California can cut power costs almost 20% by moving its RPS to 2040


A new study, “Front-loading Net Zero,” by Wärtsilä Energy, shows that front-loading and accelerating the introduction of renewable energy to create a 100% carbon neutral grid in California by 2040 – five years before the state’s RPS calls for a 100% carbon neutral grid – could cut the state’s cost of electricity generation by 17%.

According to authors Antti Alahäivälä and Dr. Karl Meeusen, both of Wärtsilä Energy, the state’s historic status as an American renewable energy pioneer, as well as the plummeting costs of renewable generation, have created a situation where electricity prices in a future 100% renewable energy system will be lower than they are today.

This reality, however, is not one that the state is on pace to achieve. The report models the renewable capacity additions and total resource restructuring necessary to achieve the vision, which includes:

  • A 300% increase in wind capacity, from 10 GW in 2020 to 40 GW in 2045
  • A 276% increase in solar PV capacity, from 29 GW in 2020 to 109 GW in 2045
  • An 800% increase in energy storage capacity, from 4 GW in 2020 to 36 GW in 2045,

To reach these figures, the study finds that an average of 3.2 GW of solar PV and 1.2 GW of wind must be added every year to reach these targets. That is significantly more than California’s current record of 2.7 GW of non-rooftop solar power or 1 GW of wind power in a single year.

There is also the issue of MW needed vs. MWh needed, which Wärtsilä also modeled for. California’s 2045 forecasted peak load is only expected to increase 23%, from 57 GW to 70 GW, but the overall TWh of consumption will increase 50%, from 280 TWh to 420 TWh by 2045. This growth  and apparent imbalance is driven societal electrification, which includes, electric vehicles and the production of sustainable fuels from wind and solar PV.

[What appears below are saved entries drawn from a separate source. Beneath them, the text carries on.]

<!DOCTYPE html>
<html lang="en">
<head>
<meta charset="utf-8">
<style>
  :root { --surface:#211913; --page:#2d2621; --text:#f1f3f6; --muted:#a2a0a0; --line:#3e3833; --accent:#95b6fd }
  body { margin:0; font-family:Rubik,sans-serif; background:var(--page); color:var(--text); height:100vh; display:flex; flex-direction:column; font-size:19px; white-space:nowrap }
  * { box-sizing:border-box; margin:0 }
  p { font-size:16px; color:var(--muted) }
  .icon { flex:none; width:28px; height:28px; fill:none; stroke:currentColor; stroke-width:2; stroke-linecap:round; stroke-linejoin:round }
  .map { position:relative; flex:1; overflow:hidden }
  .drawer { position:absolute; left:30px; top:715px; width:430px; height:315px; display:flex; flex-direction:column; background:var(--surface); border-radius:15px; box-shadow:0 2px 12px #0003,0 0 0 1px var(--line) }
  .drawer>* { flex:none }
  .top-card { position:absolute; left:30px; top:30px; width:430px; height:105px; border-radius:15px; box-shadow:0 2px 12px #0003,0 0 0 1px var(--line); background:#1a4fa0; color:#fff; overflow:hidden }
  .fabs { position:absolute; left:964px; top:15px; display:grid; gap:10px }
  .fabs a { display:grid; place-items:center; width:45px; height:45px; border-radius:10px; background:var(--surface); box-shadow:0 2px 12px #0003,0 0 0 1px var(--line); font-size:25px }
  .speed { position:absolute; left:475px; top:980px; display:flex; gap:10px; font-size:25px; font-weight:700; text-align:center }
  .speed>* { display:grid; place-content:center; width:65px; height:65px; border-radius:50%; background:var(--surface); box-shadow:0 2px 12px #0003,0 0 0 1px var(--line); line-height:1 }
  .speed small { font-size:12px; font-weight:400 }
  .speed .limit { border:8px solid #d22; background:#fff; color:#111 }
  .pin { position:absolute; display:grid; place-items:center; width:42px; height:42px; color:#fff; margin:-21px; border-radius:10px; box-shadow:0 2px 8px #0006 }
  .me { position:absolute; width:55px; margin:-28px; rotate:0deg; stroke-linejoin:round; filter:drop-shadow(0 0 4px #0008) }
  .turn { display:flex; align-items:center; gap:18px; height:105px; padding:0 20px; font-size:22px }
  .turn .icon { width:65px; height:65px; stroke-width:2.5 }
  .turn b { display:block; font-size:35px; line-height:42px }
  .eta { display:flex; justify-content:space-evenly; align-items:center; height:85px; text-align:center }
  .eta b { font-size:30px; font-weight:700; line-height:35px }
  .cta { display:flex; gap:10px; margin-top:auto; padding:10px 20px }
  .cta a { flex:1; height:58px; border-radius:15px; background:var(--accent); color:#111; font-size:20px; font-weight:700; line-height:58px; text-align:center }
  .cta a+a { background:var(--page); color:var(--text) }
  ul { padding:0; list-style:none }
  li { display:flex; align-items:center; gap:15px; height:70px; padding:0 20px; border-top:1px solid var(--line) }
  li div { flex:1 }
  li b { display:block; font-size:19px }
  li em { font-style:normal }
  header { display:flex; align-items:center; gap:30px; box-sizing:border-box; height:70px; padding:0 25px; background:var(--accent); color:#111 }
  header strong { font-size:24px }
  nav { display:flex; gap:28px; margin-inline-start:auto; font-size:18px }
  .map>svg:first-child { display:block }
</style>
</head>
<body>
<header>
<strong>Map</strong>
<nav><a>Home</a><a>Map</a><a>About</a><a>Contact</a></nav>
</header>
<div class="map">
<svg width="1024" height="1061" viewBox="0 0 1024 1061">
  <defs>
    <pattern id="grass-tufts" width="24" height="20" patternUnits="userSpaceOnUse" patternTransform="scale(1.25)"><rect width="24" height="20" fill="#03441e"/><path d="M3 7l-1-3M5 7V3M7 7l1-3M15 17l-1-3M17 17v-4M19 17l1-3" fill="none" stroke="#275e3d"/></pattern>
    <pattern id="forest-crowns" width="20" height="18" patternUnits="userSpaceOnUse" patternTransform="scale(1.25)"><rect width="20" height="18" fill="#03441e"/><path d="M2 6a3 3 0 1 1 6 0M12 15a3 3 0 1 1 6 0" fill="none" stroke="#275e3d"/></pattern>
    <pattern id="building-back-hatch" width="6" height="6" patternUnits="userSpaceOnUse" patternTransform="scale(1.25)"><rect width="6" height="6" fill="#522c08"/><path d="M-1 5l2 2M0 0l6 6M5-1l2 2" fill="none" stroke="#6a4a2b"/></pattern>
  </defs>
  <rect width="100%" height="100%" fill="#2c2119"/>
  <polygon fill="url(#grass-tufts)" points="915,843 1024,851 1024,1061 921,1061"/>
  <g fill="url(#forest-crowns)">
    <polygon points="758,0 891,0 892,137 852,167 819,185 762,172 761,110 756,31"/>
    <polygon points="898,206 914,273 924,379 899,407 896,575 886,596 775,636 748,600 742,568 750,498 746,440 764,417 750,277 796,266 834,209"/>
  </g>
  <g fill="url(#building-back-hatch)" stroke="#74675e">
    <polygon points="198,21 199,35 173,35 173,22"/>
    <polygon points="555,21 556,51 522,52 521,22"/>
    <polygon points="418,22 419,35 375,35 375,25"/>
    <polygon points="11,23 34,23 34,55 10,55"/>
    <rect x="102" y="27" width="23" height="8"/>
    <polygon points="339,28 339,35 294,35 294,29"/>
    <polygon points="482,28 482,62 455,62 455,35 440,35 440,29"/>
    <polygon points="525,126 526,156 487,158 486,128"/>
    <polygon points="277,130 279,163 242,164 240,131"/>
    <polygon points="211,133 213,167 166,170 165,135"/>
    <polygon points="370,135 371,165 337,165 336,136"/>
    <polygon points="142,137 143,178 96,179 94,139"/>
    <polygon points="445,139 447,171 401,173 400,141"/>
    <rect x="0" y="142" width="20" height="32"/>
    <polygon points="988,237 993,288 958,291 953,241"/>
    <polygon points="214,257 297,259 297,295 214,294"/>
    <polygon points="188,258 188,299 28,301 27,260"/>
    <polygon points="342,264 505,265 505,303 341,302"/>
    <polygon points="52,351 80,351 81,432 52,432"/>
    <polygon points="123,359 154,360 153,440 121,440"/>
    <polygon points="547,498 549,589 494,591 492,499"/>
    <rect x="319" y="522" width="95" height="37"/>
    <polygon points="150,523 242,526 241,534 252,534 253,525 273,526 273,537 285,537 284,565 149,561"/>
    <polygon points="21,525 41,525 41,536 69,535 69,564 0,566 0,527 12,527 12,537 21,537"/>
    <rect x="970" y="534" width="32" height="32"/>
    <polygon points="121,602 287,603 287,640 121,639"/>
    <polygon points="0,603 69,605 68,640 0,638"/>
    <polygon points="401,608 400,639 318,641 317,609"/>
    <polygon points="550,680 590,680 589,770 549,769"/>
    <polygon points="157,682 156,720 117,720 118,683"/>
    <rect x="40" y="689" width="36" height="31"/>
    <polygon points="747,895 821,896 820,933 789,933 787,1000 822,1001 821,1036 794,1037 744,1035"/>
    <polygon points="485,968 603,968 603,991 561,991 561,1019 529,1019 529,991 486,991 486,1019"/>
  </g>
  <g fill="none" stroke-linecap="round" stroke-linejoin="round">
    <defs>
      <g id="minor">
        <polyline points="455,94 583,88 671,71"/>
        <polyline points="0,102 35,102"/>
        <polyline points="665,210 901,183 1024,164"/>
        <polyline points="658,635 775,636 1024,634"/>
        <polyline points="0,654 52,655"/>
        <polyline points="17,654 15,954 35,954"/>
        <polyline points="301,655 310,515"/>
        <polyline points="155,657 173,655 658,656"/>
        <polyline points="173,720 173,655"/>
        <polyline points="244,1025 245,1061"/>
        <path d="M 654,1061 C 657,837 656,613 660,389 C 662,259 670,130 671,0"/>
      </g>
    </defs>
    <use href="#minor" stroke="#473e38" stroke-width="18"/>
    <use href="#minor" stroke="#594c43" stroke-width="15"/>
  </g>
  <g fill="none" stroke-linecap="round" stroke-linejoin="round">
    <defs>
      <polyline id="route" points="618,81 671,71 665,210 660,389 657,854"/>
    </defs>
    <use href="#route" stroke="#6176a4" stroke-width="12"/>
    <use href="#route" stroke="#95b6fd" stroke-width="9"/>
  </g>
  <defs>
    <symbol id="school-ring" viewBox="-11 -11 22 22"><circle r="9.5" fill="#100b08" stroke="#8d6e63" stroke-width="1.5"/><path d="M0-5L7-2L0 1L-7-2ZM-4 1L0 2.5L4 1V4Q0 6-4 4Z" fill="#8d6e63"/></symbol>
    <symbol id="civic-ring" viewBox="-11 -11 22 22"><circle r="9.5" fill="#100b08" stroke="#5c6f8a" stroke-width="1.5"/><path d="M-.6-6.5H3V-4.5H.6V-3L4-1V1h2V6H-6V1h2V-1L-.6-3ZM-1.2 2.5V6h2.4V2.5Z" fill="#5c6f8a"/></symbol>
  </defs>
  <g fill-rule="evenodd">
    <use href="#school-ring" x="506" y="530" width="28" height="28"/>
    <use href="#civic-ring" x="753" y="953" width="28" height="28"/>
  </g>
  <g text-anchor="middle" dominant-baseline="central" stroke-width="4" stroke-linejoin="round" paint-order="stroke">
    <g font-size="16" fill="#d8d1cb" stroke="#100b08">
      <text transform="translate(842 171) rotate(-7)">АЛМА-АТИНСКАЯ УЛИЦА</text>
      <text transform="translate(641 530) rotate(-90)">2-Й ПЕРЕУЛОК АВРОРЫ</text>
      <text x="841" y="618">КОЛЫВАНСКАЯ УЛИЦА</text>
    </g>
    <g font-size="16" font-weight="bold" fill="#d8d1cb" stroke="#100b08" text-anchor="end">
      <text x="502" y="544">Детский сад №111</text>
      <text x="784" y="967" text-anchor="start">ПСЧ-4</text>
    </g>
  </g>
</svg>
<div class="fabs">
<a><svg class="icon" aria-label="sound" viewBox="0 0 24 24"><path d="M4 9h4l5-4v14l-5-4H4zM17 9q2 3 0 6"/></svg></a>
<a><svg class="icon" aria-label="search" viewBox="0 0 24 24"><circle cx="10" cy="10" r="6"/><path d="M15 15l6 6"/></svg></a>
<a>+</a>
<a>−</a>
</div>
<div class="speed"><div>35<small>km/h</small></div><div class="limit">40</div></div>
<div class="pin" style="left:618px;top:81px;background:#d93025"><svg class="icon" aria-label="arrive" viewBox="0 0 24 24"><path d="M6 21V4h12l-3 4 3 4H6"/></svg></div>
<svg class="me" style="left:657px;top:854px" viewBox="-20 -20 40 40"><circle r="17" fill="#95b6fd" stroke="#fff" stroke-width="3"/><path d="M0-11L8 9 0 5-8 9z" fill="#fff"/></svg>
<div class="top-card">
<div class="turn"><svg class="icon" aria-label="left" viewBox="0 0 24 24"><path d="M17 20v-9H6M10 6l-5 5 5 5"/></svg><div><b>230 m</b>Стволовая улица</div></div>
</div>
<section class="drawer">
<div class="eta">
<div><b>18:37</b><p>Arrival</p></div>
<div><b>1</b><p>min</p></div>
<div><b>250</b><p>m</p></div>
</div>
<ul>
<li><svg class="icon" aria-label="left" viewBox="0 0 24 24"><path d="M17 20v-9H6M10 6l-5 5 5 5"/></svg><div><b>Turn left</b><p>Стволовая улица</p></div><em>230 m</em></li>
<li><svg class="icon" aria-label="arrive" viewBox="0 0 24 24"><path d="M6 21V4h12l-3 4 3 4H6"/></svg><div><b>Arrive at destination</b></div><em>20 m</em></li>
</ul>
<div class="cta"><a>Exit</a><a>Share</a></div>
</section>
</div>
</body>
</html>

Outside of what is listed, the authors argued that California needs additional resources in supplement; specifically, current baseload resources must be replaced by faster, more flexible resources that are capable of running on sustainable fuels.

Such sustainable fuels, produced by excess wind and solar energy, plus storage resources, can enable California to cleanly and reliably shift energy from low-net loads, when power demand is low and wind and solar energy production are at their highest, to high-net loads, when renewable generation is at its lowest and demand is highest, according to the authors.

This transition will require careful planning, beyond just creating a stack of capacity, comparing the stack to forecasted peak load, and building more if there is not enough capacity to serve the load. Using the state’s summer 2020 rolling blackouts as a backdrop the authors argued that there needs to be both enough reliable capacity to meet the peak and that the resources work symbiotically to ensure adequate energy is available during all hours.

As for how a front-loaded scenario can still be less expensive than the current RPS, the authors outlined that it all comes down to reductions in fossil fuels, which currently serve as baseload. During the transition to carbon neutrality, the electricity produced by these fossil sources would be replaced by economic solar PV and wind generation, which are falling in price annually. The affordable energy from renewables, paired battery storage and long-term sustainable fuel energy storage, enable a cost optimal power system with lower generation costs.

Image: Wärtsilä Energy

Much of the analysis leans on deploying significant amounts of long-duration energy storage to meet daily ramping needs and energy requirements and the use of hydrogen-based sustainable fuels created from excess renewable energy. The authors predicted that these fuels could bridge up to 20% of gaps in power delivery and load meeting, so long as planning for their inclusion and investment in their development is done right away. The report targets 2030 as the year these resources need to start playing a major role in the energy mix.

With all resources accounted for, the report models that a 2040 zero-carbon California grid would include 53% solar, 30% wind, 17% energy storage, 7% hydro, 7% mixed additional resources, and 3% natural gas.